● **PROBLEM**
Output the entries exactly. Start at the first line, finish with the line containing "height:3px; margin:-1.5px; padding:0", and omit the pictures.

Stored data

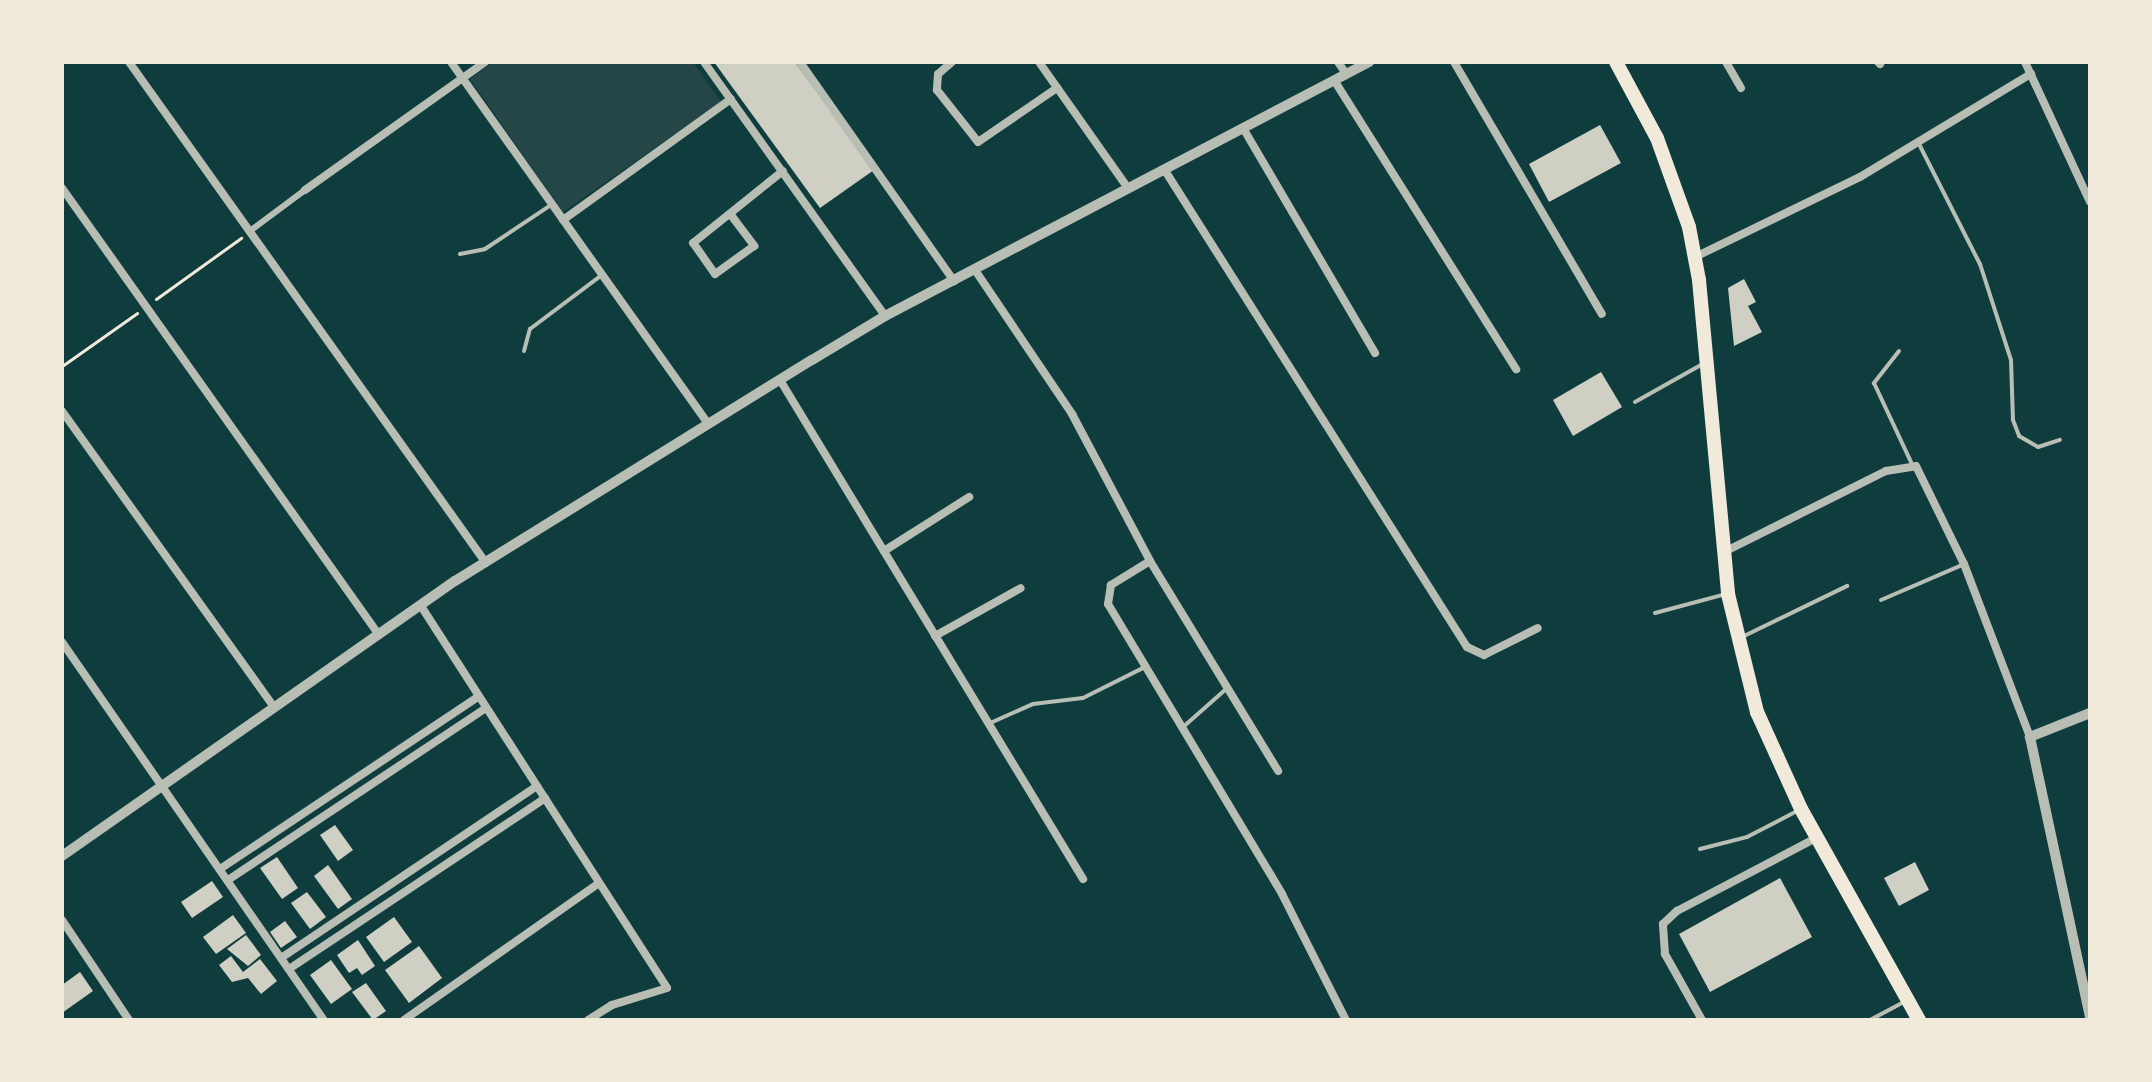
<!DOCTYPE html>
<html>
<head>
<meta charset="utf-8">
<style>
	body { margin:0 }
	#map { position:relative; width:2152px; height:1082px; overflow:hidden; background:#0f3d3e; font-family:Jost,sans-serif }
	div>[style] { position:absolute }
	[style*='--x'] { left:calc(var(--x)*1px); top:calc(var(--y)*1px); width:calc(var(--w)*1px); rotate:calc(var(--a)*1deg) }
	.green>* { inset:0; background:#244646 }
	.building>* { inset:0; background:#cfcfc3 }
	.path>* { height:3px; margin:-1.5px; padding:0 1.5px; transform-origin:1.5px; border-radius:1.5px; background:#f1e9da }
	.service>* { height:4px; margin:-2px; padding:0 2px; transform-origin:2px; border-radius:2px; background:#b8beb3 }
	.pedestrian>* { height:6px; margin:-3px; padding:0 3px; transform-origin:3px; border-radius:3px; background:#b8beb3 }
	.minor>* { height:8px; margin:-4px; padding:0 4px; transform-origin:4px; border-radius:4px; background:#b8beb3 }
	.tertiary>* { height:10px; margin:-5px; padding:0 5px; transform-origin:5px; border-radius:5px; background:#b8beb3 }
	.trunk>* { height:14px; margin:-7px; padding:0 7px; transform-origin:7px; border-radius:7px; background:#f1e9da }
	span { translate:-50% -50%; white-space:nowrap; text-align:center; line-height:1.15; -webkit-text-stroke:8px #f1e9da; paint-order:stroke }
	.frame { position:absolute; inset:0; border:64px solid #f1e9da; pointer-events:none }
</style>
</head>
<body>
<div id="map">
	<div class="green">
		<i style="clip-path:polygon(494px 62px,693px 62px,721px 102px,563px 212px,470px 79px)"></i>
	</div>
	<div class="building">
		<i style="clip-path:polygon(714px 62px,795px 62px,874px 170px,820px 208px)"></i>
		<i style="clip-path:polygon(1600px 125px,1621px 163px,1549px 202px,1529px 164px)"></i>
		<i style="clip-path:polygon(1744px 279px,1756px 302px,1748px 306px,1762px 332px,1734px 346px,1728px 288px)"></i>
		<i style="clip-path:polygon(1601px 372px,1622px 407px,1573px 436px,1553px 400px)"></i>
		<i style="clip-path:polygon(335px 825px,353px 850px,338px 861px,320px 835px)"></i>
		<i style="clip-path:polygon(277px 857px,298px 888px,282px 899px,260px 868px)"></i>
		<i style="clip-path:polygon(1915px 862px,1929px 890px,1899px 906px,1884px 878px)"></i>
		<i style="clip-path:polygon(328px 865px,352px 899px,338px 909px,314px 876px)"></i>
		<i style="clip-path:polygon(1780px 878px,1812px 937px,1710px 992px,1679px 934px)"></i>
		<i style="clip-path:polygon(212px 881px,223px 897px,192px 918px,181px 902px)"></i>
		<i style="clip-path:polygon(307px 892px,326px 917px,310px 929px,291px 903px)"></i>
		<i style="clip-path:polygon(233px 915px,246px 933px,216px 954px,203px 937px)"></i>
		<i style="clip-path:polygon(394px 917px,412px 942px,384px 962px,366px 937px)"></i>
		<i style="clip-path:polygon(285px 921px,297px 937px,281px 948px,270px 932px)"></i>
		<i style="clip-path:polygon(246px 935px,261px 955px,248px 966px,227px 949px)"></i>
		<i style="clip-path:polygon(358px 940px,375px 966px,362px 975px,357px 968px,349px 973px,337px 955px)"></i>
		<i style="clip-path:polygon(419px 946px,442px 978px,409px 1003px,385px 970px)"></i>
		<i style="clip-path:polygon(231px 956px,243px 972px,260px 959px,277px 981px,261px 994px,248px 978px,232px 982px,219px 965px)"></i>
		<i style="clip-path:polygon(331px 960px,352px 989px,331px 1004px,310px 975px)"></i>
		<i style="clip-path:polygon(80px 972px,93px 991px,62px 1013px,62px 985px)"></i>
		<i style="clip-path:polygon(366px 983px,386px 1011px,373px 1020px,352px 992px)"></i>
	</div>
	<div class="path">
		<i style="--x:156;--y:299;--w:105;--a:-35.7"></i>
		<i style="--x:62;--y:366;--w:92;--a:-35.2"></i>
	</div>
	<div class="service">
		<i style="--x:1919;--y:144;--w:135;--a:63.1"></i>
		<i style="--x:1980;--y:264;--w:101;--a:72.1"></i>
		<i style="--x:2011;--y:360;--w:60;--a:88.1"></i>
		<i style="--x:2013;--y:420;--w:17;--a:69"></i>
		<i style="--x:2019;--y:436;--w:22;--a:30"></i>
		<i style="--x:2038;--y:447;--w:23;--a:-18"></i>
		<i style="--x:460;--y:254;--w:25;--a:-11"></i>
		<i style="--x:485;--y:249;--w:79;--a:-33.7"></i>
		<i style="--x:524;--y:351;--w:23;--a:-75"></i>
		<i style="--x:530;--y:329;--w:90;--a:-36.9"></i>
		<i style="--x:1899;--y:351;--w:41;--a:128"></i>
		<i style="--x:1874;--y:383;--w:89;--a:64.9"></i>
		<i style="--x:1635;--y:402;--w:76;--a:-29.3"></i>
		<i style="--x:1881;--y:600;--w:88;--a:-23.4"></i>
		<i style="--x:1655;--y:613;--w:73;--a:-15"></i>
		<i style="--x:1742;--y:637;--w:117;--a:-25.9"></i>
		<i style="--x:988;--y:724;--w:49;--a:-24"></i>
		<i style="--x:1033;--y:704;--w:50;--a:-6.8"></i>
		<i style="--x:1083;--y:698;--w:69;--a:-26.6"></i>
		<i style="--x:1182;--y:728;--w:57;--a:-41.5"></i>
		<i style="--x:1700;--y:849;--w:49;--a:-14.3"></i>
		<i style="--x:1747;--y:837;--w:59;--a:-27.4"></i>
		<i style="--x:1870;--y:1020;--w:40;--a:-28"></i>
	</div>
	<div class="pedestrian">
		<i style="--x:250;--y:231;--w:69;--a:-36.7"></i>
	</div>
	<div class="minor">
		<i style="--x:129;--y:62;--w:615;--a:54.53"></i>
		<i style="--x:451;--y:62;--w:444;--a:54.6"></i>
		<i style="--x:704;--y:62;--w:312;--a:54.5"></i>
		<i style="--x:800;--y:62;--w:268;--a:54.9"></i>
		<i style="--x:952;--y:62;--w:18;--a:139"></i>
		<i style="--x:938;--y:74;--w:16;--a:94"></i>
		<i style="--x:937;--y:90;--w:66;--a:51.7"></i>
		<i style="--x:978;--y:142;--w:96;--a:-34.4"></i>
		<i style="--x:1039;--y:62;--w:154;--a:54.8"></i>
		<i style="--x:1338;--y:62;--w:14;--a:56"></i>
		<i style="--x:1454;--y:62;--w:292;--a:59.6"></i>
		<i style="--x:1726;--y:62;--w:30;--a:60"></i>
		<i style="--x:1878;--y:62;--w:3;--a:45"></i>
		<i style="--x:2025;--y:62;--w:154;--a:65.1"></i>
		<i style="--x:1334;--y:80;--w:342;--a:57.8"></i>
		<i style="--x:1243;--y:128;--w:261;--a:59.6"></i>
		<i style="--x:1164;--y:169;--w:566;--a:57.63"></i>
		<i style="--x:1467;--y:647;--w:19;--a:25"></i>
		<i style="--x:1484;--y:655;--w:60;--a:-26.6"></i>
		<i style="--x:62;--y:188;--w:548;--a:54.66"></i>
		<i style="--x:305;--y:190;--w:221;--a:-35.4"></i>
		<i style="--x:731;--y:215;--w:39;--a:53"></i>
		<i style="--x:754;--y:246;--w:48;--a:144.3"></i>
		<i style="--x:715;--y:274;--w:38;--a:-125"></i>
		<i style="--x:693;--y:243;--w:115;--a:-38.7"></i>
		<i style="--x:563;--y:220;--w:207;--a:-35.8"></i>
		<i style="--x:1695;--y:257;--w:183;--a:-25.9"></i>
		<i style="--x:1860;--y:177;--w:200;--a:-31.1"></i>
		<i style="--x:975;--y:270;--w:174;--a:56"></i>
		<i style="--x:1072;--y:414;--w:166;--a:62"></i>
		<i style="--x:1150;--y:561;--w:246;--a:58.6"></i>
		<i style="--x:780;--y:380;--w:584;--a:58.73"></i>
		<i style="--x:62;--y:411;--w:365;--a:54.4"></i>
		<i style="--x:884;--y:551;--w:101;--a:-32.4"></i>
		<i style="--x:1724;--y:552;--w:181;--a:-26.6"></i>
		<i style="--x:1886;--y:471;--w:30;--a:-9"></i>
		<i style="--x:1916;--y:466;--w:109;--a:63.9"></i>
		<i style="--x:1964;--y:564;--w:185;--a:69.1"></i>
		<i style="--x:1150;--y:561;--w:46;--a:148.4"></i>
		<i style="--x:1111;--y:585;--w:19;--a:99"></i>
		<i style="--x:1108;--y:604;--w:338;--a:59"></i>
		<i style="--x:1282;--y:894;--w:141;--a:63.1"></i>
		<i style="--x:421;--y:606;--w:454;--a:57.2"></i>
		<i style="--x:667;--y:988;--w:58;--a:162.8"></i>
		<i style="--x:612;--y:1005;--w:28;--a:148"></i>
		<i style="--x:935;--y:636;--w:98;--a:-29.2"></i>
		<i style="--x:62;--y:642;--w:460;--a:55.3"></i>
		<i style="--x:220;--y:869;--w:311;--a:-33.7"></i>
		<i style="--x:228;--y:880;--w:310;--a:-33.7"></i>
		<i style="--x:62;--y:920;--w:120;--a:56.2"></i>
		<i style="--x:281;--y:958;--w:308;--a:-33.9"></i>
		<i style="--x:289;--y:969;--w:308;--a:-33.7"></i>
		<i style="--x:404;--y:1020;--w:238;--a:-35.1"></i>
		<i style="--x:1702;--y:1020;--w:76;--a:-119.3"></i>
		<i style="--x:1665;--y:954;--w:30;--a:-94"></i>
		<i style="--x:1663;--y:924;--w:19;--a:-43"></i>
		<i style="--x:1677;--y:911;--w:157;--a:-27.7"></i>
	</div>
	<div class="tertiary">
		<i style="--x:2090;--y:713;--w:65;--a:158.2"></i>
		<i style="--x:2030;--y:737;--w:286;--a:77.9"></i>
		<i style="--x:62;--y:856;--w:480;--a:-35"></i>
		<i style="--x:455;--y:581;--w:420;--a:-31.8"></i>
		<i style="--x:812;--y:360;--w:85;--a:-31.1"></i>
		<i style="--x:885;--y:316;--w:547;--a:-27.69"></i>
	</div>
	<div class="trunk">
		<i style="--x:1616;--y:62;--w:86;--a:61.7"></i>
		<i style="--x:1657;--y:138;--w:95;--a:70.2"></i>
		<i style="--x:1689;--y:227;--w:54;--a:79.3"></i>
		<i style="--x:1699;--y:280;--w:315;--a:84.7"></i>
		<i style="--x:1728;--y:594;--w:122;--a:76.2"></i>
		<i style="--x:1757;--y:712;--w:107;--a:65.6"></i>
		<i style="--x:1801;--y:809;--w:242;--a:60.8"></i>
	</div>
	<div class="frame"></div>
</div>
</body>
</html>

● **OUTPUT OF THE TASK**
<!DOCTYPE html>
<html>
<head>
<meta charset="utf-8">
<style>
	body { margin:0 }
	#map { position:relative; width:2152px; height:1082px; overflow:hidden; background:#0f3d3e; font-family:Jost,sans-serif }
	div>[style] { position:absolute }
	[style*='--x'] { left:calc(var(--x)*1px); top:calc(var(--y)*1px); width:calc(var(--w)*1px); rotate:calc(var(--a)*1deg) }
	.green>* { inset:0; background:#244646 }
	.building>* { inset:0; background:#cfcfc3 }
	.path>* { height:3px; margin:-1.5px; padding:0 1.5px; transform-origin:1.5px; border-radius:1.5px; background:#f1e9da }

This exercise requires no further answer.